### Prompt
Could you restate every record below word for word?

### Provided material

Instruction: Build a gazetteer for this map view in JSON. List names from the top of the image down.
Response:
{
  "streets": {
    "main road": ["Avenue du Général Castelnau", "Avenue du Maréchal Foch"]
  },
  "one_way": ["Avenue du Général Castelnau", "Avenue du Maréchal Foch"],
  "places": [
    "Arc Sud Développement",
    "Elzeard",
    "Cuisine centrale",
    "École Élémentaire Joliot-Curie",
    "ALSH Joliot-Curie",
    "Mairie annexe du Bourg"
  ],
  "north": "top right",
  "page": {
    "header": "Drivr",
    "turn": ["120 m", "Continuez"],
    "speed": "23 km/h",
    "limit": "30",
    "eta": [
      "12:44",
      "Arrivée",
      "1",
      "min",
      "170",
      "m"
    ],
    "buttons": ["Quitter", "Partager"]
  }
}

### Written answer
Instruction: Build a gazetteer for this map view in JSON. List names from the top of the image down.
Response:
{
  "streets": {
    "main road": ["Avenue du Général Castelnau", "Avenue du Maréchal Foch"]
  },
  "one_way": ["Avenue du Général Castelnau", "Avenue du Maréchal Foch"],
  "places": [
    "Arc Sud Développement",
    "Elzeard",
    "Cuisine centrale",
    "École Élémentaire Joliot-Curie",
    "ALSH Joliot-Curie",
    "Mairie annexe du Bourg"
  ],
  "north": "top right",
  "page": {
    "header": "Drivr",
    "turn": ["120 m", "Continuez"],
    "speed": "23 km/h",
    "limit": "30",
    "eta": [
      "12:44",
      "Arrivée",
      "1",
      "min",
      "170",
      "m"
    ],
    "buttons": ["Quitter", "Partager"]
  }
}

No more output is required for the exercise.